In both cases, they spread the word. Greene finds herself a regular subject of national political discourse: a beacon of a Republican Party that has fallen off the rails entirely. It would be a easier to believe the party’s base is in an advanced state of decay if Greene hadn’t amassed so much power by pandering to it.

From outward appearances, it seems Greene has embraced her role in the laundromat. Yesteryear’s troll célèbre Milo Yiannopoulos has entered her orbit, appearing at events with her and receiving credit for inviting her to speak at a white nationalist conference earlier this year. Before his public exorcism from the punditry circuit, Yiannopoulos was a curiosity of the international political press. He is by definition a publicity whore, acting with a level of shamelessness your average troll can only aspire to. Greene could hardly have adopted this strategy more thoroughly if she’d hired Yiannopoulos as a consultant.

For some news and commentary operations, Greene has replaced Trump. Every day, she serves up a new brain-sludged course for digestion. Will we laugh today? Maybe we’ll be furious tomorrow! What we can be sure of, though, is that there will be plenty of eyeballs on Greene.
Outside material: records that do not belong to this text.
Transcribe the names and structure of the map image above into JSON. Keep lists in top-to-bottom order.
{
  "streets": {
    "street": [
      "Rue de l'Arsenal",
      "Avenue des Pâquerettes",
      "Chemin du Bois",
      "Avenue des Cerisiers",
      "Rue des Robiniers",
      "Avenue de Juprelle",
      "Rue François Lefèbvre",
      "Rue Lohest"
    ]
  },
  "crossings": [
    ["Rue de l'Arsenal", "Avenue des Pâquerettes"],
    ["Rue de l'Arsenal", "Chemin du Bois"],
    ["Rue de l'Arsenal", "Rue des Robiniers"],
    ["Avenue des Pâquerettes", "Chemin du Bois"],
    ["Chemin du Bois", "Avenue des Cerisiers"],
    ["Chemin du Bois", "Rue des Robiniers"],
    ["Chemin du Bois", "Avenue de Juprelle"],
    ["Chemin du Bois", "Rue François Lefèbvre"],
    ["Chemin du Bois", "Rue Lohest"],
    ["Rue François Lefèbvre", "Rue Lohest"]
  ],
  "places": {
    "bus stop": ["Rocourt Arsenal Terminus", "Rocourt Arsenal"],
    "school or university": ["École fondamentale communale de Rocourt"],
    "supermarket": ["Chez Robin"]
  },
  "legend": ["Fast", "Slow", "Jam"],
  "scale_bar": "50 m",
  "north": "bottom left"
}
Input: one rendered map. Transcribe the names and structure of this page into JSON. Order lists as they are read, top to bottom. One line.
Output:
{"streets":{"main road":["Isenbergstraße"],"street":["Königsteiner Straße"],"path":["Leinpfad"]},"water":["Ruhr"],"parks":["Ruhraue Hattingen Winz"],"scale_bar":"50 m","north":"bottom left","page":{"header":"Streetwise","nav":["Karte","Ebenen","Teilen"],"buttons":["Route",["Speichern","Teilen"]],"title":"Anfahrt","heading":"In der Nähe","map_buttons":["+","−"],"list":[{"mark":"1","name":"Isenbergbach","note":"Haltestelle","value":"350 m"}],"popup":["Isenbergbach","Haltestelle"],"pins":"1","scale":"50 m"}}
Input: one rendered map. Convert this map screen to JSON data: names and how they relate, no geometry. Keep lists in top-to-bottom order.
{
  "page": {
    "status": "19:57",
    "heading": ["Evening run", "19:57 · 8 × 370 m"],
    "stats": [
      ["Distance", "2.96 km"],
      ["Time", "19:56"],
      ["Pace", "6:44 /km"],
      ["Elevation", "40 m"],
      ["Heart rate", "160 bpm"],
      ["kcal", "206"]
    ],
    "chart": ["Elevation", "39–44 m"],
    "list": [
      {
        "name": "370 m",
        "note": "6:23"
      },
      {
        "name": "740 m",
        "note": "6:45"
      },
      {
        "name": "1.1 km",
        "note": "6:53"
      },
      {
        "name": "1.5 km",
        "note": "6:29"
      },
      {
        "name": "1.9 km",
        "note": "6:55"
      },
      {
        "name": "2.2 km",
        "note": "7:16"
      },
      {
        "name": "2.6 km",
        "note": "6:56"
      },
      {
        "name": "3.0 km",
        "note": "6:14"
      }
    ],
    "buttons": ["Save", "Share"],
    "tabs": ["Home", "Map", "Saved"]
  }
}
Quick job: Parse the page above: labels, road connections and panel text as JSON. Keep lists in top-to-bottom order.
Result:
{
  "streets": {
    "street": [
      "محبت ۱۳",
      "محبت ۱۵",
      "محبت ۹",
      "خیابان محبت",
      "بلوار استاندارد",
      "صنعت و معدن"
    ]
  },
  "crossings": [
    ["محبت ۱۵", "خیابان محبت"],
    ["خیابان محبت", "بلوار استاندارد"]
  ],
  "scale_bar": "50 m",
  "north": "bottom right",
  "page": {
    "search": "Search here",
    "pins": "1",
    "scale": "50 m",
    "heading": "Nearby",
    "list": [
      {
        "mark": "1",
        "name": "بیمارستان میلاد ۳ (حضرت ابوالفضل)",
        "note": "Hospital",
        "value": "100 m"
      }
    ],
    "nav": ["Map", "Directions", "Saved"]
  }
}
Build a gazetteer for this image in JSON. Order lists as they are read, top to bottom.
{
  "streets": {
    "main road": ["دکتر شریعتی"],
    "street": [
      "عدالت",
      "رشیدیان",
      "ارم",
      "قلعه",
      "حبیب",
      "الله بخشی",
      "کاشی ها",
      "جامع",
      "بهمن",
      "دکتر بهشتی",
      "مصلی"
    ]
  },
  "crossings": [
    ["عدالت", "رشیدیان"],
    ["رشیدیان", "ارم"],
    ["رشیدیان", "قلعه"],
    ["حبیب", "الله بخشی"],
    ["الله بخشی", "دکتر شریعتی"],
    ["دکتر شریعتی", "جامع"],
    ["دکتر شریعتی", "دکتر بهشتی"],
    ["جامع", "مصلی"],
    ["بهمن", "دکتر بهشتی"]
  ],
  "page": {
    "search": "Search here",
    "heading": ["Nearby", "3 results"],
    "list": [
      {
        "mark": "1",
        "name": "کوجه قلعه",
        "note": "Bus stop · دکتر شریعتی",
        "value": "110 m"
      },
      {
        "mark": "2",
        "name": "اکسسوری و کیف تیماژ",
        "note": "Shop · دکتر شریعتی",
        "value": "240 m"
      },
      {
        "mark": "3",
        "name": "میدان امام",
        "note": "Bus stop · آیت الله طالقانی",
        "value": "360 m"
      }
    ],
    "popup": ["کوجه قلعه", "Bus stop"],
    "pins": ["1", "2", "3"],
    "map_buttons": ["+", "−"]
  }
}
The questions that come up when covering someone like Greene were ones I constantly grappled with when I worked at Right Wing Watch. And if I were to do an honest accounting of what I wrote when I was there, I did not have a perfect track record on the “amplify or don’t amplify” question. At the very least, perhaps my perspective was different when I worked there than it is today. (I will always recommend reading the Biblical text on this topic: “The Oxygen of Amplification: Better Practices for Reporting on Extremists, Antagonists, and Manipulators Online” by Whitney Phillips).

I steadily advocate for covering the fringes of society, as you might expect a political extremism researcher to. Oftentimes we learn a lot about the underbelly of organizing. Extremism reporting can serve as an effective alarm system against danger coming down the pike, too.

Early coverage of Greene had that latter tone: the woman is insane and it is awful if she wins this election. Today, a decent amount of it has shifted into the same tone that defined Trump-era coverage: “You’ll never believe this shit!” She is an elected official and by definition what she does is newsworthy. But what, if anything, is not newsworthy for a Congresswoman to say? Given her lack of committee assignments, I’d argue the answer is probably “a lot.”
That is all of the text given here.